◆ What is being asked:
Only lines containing the word "halo" belong in the answer; copy each one from the records.

(Dataset entries)
========
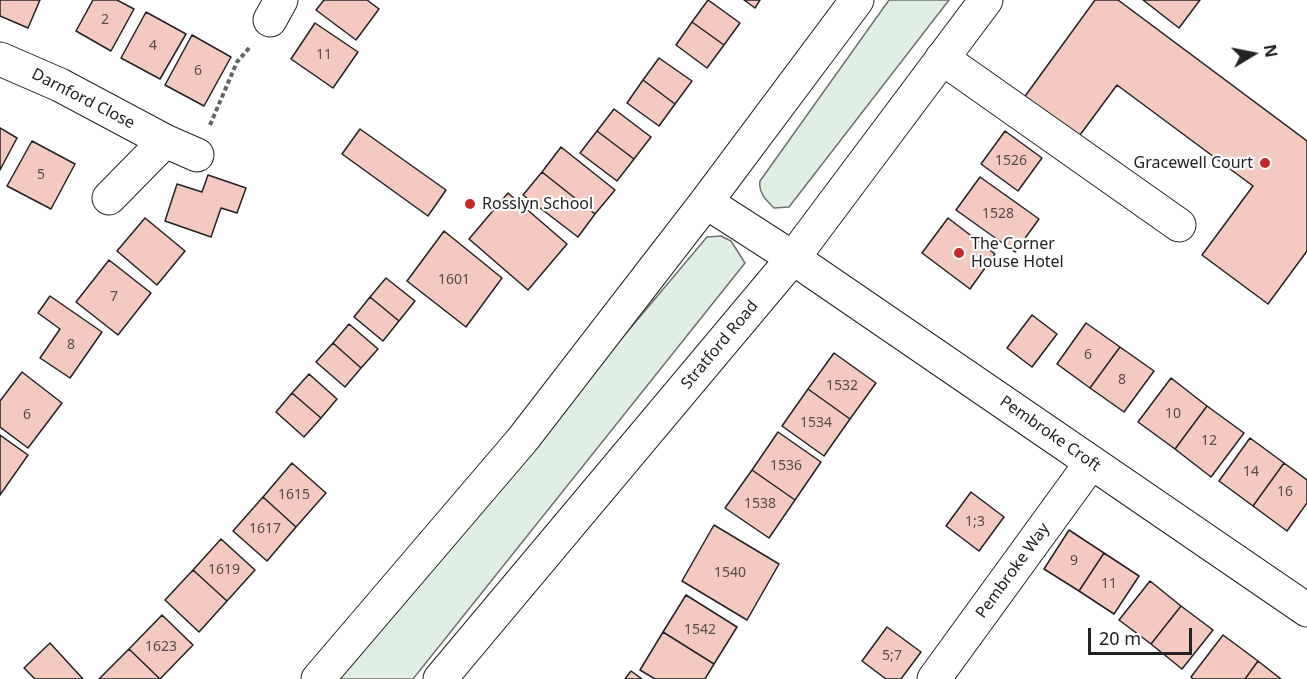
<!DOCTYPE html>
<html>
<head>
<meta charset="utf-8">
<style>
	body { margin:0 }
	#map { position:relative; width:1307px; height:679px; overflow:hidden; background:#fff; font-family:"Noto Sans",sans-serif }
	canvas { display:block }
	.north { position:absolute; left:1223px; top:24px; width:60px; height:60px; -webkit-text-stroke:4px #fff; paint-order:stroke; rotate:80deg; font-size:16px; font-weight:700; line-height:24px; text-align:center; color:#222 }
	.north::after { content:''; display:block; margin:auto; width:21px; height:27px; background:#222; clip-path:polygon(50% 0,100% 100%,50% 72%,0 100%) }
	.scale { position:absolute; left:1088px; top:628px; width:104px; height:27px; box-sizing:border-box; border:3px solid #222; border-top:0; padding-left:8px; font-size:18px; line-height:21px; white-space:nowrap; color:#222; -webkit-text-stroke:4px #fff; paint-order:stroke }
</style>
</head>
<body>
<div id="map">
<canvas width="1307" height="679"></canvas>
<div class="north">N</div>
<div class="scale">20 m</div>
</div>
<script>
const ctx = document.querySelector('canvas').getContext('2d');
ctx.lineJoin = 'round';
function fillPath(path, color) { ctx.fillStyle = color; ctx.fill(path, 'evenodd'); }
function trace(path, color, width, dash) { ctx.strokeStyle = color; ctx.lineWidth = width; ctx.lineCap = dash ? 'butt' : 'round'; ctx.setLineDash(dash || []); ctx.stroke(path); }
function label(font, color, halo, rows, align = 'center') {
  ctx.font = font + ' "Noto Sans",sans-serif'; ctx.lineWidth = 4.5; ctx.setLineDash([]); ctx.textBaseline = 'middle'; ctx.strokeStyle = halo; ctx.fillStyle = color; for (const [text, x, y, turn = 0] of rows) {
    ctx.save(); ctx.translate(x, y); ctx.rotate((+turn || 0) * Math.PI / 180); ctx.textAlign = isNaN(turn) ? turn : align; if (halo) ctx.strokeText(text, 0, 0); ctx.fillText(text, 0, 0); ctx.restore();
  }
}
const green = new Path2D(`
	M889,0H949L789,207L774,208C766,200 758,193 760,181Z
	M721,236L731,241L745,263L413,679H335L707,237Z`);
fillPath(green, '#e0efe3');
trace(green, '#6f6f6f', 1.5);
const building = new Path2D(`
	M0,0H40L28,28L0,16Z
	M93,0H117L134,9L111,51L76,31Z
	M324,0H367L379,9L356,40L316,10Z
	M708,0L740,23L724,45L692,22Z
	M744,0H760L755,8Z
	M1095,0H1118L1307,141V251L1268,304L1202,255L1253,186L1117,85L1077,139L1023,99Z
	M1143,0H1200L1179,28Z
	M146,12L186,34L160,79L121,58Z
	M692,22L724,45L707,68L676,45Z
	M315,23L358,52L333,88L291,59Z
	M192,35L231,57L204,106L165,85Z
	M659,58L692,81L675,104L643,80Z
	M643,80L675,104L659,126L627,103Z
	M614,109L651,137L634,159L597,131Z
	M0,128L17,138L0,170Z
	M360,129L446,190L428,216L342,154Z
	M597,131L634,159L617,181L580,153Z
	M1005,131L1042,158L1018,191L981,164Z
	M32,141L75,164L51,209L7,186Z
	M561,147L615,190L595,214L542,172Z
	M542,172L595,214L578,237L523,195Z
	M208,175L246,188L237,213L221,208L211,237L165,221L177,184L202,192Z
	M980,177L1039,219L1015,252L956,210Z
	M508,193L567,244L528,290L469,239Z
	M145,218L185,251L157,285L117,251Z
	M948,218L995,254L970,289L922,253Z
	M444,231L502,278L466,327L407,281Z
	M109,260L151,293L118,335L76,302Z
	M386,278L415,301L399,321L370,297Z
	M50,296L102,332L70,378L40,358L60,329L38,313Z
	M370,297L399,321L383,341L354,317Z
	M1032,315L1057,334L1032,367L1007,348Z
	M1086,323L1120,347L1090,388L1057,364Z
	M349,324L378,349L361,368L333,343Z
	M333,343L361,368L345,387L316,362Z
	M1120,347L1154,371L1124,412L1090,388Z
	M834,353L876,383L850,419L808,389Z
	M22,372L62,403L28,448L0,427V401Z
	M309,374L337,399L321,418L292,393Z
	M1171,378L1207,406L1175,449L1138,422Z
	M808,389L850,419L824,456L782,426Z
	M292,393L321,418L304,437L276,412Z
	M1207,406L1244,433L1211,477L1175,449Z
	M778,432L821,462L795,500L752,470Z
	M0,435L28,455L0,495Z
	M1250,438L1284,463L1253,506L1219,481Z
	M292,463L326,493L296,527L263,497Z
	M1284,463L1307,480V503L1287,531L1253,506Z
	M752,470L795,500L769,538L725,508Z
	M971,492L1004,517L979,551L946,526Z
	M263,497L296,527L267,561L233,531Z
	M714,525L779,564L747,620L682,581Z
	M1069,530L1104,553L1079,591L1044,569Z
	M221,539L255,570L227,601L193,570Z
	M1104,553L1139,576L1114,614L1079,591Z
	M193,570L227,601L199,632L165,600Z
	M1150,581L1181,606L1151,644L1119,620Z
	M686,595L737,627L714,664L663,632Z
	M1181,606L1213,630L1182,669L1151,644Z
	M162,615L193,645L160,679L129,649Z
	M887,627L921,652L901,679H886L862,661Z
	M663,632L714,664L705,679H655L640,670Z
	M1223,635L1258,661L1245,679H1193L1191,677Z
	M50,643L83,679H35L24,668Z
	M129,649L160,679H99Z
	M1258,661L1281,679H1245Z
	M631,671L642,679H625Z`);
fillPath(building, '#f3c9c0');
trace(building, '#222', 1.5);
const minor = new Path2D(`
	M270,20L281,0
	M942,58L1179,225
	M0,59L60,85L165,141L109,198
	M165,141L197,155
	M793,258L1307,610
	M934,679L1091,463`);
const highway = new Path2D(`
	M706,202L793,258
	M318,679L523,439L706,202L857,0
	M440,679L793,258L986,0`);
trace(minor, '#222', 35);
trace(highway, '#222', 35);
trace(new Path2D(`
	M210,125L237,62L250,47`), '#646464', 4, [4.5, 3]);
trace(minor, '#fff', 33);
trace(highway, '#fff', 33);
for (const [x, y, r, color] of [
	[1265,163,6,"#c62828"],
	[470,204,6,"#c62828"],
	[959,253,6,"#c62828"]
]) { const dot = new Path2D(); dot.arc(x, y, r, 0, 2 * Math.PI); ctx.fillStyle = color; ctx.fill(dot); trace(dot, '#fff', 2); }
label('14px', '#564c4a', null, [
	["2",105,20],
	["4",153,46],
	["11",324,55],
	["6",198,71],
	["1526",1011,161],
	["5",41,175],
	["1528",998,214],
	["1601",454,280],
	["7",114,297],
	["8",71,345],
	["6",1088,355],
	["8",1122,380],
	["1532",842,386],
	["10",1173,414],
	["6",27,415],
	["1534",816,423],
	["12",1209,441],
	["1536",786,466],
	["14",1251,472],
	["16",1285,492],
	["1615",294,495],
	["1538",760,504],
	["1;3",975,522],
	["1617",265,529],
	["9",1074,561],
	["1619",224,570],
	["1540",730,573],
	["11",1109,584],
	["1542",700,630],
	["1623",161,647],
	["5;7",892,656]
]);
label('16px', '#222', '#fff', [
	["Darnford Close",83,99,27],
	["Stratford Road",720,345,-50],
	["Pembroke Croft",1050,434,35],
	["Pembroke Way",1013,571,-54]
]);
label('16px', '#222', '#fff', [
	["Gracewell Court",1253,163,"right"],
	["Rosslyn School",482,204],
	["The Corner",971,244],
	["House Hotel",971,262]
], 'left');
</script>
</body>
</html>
========
◆ Response below:
function label(font, color, halo, rows, align = 'center') {
  ctx.font = font + ' "Noto Sans",sans-serif'; ctx.lineWidth = 4.5; ctx.setLineDash([]); ctx.textBaseline = 'middle'; ctx.strokeStyle = halo; ctx.fillStyle = color; for (const [text, x, y, turn = 0] of rows) {
    ctx.save(); ctx.translate(x, y); ctx.rotate((+turn || 0) * Math.PI / 180); ctx.textAlign = isNaN(turn) ? turn : align; if (halo) ctx.strokeText(text, 0, 0); ctx.fillText(text, 0, 0); ctx.restore();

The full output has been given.